Until the drought, water engineers at the Des Moines Water Works had to make a difficult choice every morning between two rivers that supply the 600,000 people in Iowa’s capital city with clean drinking water.
Would it be the Raccoon River, flowing from the northwest and often laced with levels of nitrates in excess of federal safety standards, or the Des Moines River, flowing from the north and often carrying dangerous concentrations of cyano-bacteria in burgeoning populations of algae? It’s a no-win choice: Extended exposure to nitrates in drinking water has been linked to a range of cancers, the consumption of algae to kidney and liver damage and an array of acute symptoms.
This story was jointly produced by Public Health Watch and the Investigative Reporting Workshop.

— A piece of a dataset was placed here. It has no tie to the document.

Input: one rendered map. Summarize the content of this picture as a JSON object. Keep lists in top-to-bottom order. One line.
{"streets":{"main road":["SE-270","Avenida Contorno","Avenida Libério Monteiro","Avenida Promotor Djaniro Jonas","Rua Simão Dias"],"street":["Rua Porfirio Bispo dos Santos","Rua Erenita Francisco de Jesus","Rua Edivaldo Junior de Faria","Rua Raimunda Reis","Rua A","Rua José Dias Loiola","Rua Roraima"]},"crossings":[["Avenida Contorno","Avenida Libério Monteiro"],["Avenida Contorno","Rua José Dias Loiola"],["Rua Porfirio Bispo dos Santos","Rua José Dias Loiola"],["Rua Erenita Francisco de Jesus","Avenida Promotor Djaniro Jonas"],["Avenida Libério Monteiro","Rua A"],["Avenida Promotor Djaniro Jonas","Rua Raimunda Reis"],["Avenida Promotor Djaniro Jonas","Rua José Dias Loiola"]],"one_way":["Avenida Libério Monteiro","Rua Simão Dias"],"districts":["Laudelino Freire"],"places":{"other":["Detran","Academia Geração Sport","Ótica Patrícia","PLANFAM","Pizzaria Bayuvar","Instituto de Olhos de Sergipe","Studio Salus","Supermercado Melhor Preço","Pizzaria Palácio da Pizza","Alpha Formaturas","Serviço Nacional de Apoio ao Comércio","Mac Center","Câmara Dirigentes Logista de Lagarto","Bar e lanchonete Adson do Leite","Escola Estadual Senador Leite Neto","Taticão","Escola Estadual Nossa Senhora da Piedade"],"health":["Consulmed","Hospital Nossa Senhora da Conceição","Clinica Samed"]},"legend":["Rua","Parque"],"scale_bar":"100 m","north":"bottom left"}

But there’s been a twist to this unappealing choice, some version of which is playing out in cities across the Midwest that lie astride major rivers. For much of the fall, the drought in Iowa made the decision easy for Ted Corrigan, a water engineer and CEO of the Des Moines Water Works. Less rain meant less nitrogen seeping from the fertilizer applied across the state’s millions of acres of farmland and running off the tiles that undergird many fields into the Raccoon. Since early September, Des Moines has been drawing from the Raccoon because the concentration of nitrates in it is way down, meaning Corrigan doesn’t have to switch on the city’s multimillion-dollar filtration system, the only way to keep the toxins within a safe range. That’s largely because the Raccoon’s water levels, as of June, were barely 10% of the average for that time of year over the past quarter-century. In some areas, Corrigan says, the river “was so low you could jump across it.”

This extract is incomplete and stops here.